Stored entries:
::::::::::
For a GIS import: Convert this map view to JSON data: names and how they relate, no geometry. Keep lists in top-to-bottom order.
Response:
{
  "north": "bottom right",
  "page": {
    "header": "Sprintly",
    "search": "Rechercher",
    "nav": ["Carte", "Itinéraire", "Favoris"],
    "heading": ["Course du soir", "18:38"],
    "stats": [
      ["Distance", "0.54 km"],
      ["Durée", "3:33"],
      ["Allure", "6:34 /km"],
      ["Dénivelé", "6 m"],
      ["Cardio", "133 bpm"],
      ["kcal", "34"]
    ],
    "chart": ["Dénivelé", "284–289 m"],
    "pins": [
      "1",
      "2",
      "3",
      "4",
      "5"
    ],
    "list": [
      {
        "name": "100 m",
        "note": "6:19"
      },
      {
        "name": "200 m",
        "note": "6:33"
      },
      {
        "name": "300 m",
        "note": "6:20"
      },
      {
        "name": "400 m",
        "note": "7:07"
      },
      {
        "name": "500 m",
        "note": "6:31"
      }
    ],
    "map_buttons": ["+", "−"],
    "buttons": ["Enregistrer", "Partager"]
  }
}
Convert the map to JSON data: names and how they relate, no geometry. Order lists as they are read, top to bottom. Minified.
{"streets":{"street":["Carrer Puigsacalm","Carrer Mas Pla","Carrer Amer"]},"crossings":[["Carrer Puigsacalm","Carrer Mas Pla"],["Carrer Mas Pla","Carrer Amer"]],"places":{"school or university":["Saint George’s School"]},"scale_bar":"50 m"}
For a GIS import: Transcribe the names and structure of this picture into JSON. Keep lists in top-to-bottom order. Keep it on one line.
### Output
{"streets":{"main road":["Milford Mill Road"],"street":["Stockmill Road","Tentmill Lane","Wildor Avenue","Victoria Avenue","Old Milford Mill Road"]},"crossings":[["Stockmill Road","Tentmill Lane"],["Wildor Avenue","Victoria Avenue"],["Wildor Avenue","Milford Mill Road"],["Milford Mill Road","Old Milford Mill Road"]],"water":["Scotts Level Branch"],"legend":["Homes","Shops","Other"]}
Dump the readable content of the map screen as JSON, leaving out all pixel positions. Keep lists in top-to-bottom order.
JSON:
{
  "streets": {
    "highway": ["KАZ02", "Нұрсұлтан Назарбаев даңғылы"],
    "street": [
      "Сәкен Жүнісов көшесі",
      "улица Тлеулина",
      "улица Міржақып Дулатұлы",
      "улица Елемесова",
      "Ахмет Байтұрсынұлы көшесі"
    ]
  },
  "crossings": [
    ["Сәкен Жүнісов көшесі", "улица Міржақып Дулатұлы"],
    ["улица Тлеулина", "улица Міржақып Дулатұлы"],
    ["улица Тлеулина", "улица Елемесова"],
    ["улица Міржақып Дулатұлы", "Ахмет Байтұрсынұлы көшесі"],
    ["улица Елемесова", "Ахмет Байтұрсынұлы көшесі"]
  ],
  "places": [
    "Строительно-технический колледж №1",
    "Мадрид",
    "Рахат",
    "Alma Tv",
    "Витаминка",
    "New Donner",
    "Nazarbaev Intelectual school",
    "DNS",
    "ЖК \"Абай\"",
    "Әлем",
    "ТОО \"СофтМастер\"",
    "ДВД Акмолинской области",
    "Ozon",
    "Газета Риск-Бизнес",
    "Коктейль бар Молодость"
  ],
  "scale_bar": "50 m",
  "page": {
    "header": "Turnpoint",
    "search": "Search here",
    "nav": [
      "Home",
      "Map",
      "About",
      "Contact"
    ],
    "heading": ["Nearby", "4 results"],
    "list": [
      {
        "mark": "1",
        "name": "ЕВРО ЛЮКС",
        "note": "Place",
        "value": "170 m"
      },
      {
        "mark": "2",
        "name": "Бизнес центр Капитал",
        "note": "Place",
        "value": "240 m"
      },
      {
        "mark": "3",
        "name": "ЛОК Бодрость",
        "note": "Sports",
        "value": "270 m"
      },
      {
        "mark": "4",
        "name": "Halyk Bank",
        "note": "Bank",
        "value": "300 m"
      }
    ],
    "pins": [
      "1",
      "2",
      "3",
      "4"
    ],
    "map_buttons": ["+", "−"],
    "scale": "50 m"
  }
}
::::::::::
**The task:**
Once you reach the line with "Convert the map" in the data above, copy it and every line after it exactly, up to and including the line with "For a GIS import: Transcribe".

**Task answer:**
Convert the map to JSON data: names and how they relate, no geometry. Order lists as they are read, top to bottom. Minified.
{"streets":{"street":["Carrer Puigsacalm","Carrer Mas Pla","Carrer Amer"]},"crossings":[["Carrer Puigsacalm","Carrer Mas Pla"],["Carrer Mas Pla","Carrer Amer"]],"places":{"school or university":["Saint George’s School"]},"scale_bar":"50 m"}
For a GIS import: Transcribe the names and structure of this picture into JSON. Keep lists in top-to-bottom order. Keep it on one line.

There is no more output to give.